(Data shown)
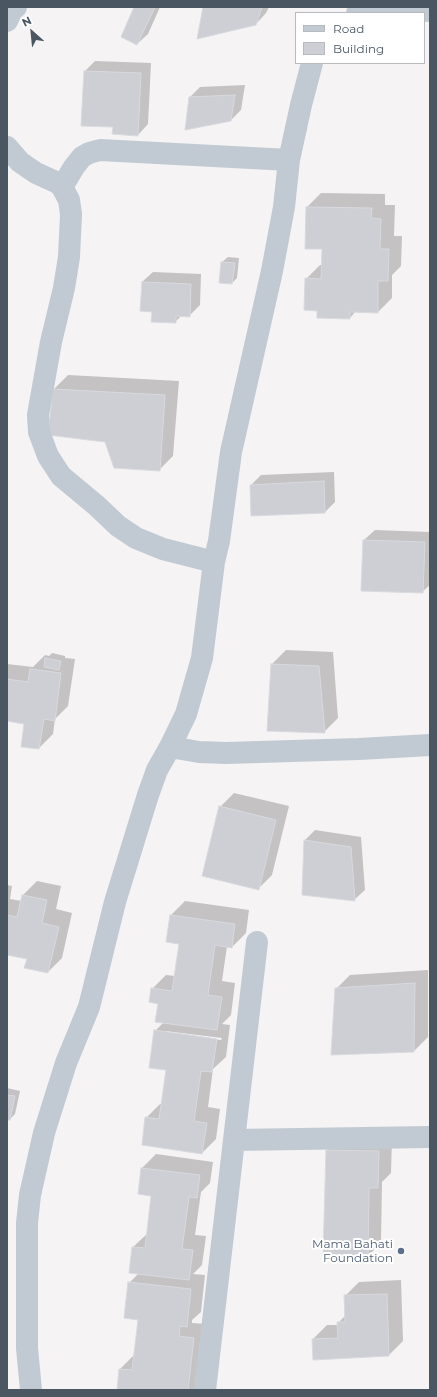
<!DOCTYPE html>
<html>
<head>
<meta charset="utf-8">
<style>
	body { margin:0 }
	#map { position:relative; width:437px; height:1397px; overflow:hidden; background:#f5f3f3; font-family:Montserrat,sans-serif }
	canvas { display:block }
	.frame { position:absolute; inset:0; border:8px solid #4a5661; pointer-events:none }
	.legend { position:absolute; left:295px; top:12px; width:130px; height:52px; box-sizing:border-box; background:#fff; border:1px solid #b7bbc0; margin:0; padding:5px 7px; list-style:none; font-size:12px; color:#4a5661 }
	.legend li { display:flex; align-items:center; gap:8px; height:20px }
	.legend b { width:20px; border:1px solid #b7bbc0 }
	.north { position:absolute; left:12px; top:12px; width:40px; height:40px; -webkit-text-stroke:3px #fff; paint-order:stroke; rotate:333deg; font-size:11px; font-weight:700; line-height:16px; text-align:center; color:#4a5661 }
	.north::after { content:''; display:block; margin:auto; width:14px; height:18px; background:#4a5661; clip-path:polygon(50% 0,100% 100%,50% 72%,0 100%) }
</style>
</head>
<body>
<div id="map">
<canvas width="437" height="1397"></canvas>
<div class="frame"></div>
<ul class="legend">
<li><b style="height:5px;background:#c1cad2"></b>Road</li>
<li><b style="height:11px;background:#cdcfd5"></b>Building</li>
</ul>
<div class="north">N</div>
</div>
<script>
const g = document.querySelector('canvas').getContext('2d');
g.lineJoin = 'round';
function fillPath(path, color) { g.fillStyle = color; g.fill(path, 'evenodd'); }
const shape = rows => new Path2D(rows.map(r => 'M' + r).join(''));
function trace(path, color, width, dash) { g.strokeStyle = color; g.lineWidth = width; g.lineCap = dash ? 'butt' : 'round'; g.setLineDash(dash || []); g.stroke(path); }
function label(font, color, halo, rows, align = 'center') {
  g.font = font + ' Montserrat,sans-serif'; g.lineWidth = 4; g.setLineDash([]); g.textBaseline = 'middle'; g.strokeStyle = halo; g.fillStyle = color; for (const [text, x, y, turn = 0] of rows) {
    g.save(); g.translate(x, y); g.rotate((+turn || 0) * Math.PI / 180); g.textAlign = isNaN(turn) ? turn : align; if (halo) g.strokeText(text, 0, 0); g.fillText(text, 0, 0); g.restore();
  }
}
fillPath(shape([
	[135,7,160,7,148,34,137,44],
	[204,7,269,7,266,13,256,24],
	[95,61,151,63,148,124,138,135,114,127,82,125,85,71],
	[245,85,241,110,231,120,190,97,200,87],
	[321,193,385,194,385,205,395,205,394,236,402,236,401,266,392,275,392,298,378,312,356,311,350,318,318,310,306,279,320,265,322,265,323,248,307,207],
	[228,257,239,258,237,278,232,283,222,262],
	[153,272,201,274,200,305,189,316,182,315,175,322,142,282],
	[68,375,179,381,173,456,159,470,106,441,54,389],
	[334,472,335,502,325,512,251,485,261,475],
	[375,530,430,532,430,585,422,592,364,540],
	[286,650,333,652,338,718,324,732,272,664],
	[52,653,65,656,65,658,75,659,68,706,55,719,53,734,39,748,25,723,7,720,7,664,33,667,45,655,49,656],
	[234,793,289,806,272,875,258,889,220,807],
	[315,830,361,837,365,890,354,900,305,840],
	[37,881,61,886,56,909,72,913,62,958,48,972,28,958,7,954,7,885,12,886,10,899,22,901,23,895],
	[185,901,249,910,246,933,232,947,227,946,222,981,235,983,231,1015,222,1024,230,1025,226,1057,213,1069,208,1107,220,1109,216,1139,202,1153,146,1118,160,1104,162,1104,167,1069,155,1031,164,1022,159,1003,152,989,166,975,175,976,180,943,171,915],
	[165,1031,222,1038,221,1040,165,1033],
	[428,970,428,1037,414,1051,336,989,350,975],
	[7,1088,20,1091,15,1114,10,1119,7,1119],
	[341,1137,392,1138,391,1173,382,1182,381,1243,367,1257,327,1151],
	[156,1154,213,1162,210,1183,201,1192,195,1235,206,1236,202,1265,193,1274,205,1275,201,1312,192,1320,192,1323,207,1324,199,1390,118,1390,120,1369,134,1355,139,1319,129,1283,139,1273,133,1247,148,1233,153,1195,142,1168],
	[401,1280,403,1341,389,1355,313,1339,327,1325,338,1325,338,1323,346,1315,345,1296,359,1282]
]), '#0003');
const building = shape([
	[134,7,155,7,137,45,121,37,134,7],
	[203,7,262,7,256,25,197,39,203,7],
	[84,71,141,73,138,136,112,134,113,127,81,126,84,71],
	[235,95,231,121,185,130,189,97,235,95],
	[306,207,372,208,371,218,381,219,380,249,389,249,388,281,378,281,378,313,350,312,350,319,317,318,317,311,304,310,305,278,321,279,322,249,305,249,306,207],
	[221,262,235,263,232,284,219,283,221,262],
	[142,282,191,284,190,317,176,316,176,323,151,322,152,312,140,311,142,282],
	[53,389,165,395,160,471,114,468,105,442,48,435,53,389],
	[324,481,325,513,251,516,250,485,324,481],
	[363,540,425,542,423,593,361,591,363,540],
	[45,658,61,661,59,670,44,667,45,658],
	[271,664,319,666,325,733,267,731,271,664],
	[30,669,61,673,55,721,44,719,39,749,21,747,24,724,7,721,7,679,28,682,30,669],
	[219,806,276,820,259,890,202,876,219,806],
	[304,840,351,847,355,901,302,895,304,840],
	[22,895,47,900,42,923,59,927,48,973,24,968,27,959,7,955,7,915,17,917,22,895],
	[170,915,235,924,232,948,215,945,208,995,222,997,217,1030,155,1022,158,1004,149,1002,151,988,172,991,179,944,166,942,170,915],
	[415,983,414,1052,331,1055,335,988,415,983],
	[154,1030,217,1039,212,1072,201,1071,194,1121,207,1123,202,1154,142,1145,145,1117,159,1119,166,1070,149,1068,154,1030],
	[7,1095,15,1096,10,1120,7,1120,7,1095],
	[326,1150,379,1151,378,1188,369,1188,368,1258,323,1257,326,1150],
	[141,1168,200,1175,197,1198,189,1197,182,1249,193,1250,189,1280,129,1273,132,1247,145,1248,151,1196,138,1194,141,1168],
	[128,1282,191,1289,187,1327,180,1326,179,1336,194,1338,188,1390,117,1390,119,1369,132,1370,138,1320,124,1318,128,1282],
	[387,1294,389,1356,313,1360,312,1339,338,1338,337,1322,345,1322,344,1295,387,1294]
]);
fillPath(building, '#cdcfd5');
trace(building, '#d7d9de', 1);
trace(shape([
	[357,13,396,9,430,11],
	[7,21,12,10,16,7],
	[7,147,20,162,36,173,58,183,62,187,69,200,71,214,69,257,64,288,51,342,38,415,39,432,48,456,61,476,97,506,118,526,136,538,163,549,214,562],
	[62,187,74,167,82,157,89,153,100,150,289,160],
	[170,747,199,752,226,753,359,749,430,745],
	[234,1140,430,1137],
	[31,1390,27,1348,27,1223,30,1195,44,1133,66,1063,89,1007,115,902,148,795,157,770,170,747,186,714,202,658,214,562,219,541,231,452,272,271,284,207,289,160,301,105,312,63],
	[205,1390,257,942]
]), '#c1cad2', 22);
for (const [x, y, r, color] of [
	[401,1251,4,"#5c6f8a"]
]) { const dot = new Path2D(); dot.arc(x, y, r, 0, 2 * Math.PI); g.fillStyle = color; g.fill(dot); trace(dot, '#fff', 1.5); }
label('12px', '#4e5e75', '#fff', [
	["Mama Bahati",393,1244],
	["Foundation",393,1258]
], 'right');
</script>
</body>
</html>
(End Data shown)
(Data shown)
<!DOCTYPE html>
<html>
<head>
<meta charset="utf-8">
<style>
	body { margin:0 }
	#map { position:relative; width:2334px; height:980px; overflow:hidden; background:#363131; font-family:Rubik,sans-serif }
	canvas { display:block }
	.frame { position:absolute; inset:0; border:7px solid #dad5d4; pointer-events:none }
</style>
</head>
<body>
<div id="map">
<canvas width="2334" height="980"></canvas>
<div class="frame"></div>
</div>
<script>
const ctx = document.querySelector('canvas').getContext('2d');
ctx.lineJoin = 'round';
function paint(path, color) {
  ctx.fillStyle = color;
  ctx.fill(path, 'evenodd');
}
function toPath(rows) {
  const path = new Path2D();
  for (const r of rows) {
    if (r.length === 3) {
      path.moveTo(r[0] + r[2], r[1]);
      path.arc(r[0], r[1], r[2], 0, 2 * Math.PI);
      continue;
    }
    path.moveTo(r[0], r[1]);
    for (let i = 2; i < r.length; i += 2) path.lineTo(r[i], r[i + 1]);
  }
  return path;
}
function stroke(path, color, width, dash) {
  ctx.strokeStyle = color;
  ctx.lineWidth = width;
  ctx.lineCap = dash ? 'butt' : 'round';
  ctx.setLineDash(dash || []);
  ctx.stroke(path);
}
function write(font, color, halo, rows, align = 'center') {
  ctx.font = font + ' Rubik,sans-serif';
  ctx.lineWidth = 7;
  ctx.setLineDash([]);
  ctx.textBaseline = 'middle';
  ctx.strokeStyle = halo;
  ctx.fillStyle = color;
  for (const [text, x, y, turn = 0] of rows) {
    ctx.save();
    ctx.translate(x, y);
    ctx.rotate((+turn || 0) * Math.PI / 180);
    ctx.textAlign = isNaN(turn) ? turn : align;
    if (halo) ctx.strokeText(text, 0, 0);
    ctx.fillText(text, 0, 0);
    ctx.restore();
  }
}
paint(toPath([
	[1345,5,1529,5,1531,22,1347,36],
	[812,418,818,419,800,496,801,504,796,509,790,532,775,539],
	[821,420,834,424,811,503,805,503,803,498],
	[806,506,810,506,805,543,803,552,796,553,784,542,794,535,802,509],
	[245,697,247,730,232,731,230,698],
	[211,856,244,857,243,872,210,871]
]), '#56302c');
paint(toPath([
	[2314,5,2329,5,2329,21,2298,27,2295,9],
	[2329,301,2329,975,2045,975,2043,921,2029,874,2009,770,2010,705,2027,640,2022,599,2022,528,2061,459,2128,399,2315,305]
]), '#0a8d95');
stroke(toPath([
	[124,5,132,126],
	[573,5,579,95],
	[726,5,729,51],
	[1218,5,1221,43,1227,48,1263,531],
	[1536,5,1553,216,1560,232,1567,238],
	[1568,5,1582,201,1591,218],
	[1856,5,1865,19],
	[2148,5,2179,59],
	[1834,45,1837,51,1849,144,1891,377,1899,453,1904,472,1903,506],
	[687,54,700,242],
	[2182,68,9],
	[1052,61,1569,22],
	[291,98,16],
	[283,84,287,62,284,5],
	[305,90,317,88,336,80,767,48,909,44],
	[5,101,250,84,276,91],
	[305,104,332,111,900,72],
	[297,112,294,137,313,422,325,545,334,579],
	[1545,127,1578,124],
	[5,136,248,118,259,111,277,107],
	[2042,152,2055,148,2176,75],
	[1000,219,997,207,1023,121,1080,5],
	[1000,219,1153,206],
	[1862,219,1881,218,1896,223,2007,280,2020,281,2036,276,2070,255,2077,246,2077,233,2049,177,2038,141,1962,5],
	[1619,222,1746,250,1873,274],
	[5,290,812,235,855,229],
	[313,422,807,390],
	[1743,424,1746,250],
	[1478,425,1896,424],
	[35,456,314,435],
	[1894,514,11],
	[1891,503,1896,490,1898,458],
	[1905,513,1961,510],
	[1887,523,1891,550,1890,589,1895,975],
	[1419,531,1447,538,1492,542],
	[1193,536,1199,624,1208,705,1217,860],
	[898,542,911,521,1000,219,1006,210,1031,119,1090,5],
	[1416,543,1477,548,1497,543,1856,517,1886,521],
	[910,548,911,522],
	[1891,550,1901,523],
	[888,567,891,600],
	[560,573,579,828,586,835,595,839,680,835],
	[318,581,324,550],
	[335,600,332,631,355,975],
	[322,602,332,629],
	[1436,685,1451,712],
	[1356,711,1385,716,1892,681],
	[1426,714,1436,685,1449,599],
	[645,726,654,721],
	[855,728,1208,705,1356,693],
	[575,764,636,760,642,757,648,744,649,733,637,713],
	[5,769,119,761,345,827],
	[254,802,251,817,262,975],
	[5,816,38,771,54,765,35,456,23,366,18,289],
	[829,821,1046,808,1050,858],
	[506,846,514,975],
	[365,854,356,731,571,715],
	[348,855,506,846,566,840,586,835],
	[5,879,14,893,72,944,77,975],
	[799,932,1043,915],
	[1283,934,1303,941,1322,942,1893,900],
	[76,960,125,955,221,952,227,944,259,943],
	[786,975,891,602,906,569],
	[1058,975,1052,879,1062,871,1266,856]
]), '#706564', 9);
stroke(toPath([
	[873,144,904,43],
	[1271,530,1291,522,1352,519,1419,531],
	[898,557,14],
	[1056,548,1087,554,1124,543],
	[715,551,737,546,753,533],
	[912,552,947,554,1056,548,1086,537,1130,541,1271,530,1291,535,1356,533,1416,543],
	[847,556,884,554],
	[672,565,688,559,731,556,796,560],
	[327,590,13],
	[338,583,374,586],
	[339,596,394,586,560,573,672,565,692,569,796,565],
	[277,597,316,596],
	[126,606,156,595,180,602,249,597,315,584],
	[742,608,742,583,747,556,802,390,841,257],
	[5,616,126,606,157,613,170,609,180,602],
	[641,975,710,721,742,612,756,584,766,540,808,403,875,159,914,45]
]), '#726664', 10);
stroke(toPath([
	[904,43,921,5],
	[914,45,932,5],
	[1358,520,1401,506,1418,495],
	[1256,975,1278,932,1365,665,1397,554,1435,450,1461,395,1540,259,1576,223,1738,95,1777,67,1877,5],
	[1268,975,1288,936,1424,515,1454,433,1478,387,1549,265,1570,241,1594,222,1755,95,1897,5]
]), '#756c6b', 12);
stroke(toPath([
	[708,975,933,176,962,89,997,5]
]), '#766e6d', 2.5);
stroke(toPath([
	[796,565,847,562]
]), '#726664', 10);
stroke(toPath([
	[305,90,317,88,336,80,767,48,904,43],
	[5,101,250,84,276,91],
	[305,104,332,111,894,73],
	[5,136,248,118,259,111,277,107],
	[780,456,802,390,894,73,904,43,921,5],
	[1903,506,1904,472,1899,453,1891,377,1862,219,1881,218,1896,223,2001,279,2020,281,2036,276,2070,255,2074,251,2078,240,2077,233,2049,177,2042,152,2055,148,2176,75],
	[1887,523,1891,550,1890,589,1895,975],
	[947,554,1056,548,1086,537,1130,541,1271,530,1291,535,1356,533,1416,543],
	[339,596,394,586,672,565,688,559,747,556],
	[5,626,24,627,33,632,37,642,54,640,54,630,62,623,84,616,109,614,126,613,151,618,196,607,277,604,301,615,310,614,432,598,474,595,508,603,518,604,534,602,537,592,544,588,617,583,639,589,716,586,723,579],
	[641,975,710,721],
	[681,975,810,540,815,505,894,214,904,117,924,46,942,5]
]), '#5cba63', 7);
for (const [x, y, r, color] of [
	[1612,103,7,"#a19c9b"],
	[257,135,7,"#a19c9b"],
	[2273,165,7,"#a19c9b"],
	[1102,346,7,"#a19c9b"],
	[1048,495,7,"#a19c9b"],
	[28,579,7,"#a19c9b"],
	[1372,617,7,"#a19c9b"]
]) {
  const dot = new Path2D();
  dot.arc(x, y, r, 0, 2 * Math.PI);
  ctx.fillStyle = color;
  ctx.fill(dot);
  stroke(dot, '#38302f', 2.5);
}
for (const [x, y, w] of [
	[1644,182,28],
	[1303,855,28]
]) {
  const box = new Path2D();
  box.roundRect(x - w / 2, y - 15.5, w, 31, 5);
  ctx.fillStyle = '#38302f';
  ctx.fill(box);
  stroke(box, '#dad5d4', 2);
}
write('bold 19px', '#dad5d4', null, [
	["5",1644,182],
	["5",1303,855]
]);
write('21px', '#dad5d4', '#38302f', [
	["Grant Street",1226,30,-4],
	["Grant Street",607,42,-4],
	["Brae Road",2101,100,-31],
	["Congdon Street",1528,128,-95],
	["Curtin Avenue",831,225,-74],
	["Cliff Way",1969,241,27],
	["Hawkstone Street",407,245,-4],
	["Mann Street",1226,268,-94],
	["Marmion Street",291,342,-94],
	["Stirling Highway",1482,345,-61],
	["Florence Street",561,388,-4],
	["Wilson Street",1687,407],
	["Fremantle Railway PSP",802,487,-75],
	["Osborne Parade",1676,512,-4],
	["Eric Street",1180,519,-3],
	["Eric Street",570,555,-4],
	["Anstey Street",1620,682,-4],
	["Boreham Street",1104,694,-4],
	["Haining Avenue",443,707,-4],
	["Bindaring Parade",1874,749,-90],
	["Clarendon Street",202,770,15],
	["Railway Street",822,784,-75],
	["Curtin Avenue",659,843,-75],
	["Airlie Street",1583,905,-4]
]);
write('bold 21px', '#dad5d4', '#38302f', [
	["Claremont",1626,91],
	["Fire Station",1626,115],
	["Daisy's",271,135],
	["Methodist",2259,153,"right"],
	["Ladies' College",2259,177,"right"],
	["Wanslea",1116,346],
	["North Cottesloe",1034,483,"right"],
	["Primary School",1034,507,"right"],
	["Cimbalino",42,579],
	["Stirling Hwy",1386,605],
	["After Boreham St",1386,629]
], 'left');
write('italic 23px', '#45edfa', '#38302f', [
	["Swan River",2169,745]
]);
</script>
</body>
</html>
(End Data shown)
(Data shown)
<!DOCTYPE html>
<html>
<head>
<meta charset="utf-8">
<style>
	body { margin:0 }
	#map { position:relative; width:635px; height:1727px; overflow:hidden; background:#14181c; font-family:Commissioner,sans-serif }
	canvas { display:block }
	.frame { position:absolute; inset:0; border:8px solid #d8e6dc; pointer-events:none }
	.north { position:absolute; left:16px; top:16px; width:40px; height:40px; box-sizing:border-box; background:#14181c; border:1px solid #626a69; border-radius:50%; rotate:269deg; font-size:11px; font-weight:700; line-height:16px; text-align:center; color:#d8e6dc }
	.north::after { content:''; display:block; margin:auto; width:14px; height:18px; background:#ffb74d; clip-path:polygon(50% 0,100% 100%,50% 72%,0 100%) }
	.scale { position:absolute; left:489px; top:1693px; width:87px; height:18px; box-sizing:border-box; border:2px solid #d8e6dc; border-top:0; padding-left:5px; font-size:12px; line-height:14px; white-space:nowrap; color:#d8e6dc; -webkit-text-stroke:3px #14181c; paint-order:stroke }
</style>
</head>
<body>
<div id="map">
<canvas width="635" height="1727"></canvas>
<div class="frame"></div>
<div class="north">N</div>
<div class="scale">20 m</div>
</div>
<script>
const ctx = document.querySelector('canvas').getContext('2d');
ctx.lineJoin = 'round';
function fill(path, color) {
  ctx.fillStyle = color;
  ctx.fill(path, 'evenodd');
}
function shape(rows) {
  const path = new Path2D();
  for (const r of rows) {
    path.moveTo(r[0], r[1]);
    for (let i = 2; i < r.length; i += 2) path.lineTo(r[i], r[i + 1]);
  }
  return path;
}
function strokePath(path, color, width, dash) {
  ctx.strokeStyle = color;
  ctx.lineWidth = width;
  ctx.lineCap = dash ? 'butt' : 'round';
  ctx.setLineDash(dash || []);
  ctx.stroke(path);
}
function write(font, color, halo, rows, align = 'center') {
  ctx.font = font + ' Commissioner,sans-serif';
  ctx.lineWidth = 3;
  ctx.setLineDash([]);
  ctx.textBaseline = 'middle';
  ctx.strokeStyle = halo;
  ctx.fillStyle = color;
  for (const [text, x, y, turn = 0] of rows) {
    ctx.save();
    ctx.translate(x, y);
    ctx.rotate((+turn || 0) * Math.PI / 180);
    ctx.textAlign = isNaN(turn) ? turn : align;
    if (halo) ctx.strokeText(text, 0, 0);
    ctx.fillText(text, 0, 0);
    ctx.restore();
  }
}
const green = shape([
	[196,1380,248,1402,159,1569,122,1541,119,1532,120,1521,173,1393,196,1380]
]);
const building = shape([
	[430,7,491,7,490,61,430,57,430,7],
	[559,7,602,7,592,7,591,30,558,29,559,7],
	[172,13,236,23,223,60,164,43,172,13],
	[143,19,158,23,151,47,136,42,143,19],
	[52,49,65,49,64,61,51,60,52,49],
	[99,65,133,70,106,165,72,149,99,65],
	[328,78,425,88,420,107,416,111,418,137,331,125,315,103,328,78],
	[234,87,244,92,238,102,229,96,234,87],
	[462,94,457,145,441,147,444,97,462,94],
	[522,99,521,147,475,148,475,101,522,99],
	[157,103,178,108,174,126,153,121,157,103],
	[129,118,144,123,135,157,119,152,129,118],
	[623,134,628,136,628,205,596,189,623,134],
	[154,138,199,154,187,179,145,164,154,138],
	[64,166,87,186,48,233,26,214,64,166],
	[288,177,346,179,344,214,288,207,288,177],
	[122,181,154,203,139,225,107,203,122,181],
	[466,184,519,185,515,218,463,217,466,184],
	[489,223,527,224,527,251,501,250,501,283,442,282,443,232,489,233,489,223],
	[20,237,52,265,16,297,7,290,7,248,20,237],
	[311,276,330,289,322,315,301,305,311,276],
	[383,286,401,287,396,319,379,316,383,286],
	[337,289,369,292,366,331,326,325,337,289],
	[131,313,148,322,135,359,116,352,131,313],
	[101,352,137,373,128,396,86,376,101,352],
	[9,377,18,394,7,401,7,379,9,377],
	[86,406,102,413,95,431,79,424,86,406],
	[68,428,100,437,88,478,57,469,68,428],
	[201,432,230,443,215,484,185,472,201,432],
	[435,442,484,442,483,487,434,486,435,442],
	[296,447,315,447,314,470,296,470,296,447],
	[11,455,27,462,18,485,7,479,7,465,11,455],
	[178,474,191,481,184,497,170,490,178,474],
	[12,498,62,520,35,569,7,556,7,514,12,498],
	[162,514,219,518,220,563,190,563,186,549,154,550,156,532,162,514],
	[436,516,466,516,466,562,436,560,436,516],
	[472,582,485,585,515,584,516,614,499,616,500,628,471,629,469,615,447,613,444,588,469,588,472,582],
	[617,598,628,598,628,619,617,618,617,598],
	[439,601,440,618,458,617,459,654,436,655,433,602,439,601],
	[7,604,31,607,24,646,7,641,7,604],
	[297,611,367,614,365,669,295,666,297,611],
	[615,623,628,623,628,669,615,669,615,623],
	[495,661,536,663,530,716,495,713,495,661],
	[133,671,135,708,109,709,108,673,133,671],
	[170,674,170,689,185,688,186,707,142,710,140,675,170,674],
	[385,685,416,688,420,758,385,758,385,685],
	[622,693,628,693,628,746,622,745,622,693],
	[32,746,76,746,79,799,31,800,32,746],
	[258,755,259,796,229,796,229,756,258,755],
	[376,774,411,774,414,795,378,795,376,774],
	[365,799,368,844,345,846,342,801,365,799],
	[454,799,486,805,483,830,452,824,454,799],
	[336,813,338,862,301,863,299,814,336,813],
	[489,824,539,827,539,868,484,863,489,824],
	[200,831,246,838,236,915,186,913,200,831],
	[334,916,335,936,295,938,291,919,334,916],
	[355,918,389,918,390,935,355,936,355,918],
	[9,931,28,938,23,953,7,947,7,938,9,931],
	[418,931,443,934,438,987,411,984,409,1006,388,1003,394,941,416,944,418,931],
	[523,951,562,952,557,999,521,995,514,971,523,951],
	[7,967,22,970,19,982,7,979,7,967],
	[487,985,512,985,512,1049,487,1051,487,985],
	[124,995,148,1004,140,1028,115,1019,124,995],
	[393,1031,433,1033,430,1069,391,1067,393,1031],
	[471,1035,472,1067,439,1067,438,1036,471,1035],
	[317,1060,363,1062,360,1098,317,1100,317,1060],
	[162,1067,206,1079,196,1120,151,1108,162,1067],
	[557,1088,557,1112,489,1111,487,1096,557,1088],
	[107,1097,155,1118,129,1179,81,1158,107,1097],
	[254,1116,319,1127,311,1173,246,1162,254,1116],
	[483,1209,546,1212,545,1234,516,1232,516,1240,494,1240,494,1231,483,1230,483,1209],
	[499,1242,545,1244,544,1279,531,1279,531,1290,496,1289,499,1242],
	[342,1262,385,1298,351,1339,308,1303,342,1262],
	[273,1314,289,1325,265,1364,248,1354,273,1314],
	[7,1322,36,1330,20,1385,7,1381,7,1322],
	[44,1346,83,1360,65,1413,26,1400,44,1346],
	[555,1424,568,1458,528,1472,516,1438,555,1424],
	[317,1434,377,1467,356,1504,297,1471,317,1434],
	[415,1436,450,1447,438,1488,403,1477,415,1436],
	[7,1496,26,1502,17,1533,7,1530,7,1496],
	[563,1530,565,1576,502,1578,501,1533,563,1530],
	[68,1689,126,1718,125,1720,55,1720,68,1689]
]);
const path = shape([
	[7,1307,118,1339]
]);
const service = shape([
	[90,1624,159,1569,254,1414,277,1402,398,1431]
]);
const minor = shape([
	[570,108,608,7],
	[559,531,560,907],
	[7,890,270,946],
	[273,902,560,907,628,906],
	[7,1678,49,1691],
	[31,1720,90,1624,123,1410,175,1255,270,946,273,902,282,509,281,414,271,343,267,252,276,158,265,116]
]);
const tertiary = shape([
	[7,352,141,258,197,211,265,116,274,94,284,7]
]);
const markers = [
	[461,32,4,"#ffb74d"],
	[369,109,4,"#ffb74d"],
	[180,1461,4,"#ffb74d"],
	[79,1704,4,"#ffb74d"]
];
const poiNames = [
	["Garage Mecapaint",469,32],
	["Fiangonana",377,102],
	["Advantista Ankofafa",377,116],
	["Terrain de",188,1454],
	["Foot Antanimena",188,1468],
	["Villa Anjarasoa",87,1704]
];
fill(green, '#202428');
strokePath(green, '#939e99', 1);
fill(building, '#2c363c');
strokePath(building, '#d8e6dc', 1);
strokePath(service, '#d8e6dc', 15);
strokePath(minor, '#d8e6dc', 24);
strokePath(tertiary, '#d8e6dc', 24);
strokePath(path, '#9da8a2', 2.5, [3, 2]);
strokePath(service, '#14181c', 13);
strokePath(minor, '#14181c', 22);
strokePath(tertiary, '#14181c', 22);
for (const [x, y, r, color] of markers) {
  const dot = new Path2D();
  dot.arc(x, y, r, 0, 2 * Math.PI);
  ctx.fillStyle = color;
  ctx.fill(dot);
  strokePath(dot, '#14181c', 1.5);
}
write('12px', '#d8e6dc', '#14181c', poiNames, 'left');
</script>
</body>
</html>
(End Data shown)
**Task brief**
Make a copy of each line in the records above that has the word "lineWidth".

**Answer to the problem**
function trace(path, color, width, dash) { g.strokeStyle = color; g.lineWidth = width; g.lineCap = dash ? 'butt' : 'round'; g.setLineDash(dash || []); g.stroke(path); }
  g.font = font + ' Montserrat,sans-serif'; g.lineWidth = 4; g.setLineDash([]); g.textBaseline = 'middle'; g.strokeStyle = halo; g.fillStyle = color; for (const [text, x, y, turn = 0] of rows) {
  ctx.lineWidth = width;
  ctx.lineWidth = 7;
  ctx.lineWidth = width;
  ctx.lineWidth = 3;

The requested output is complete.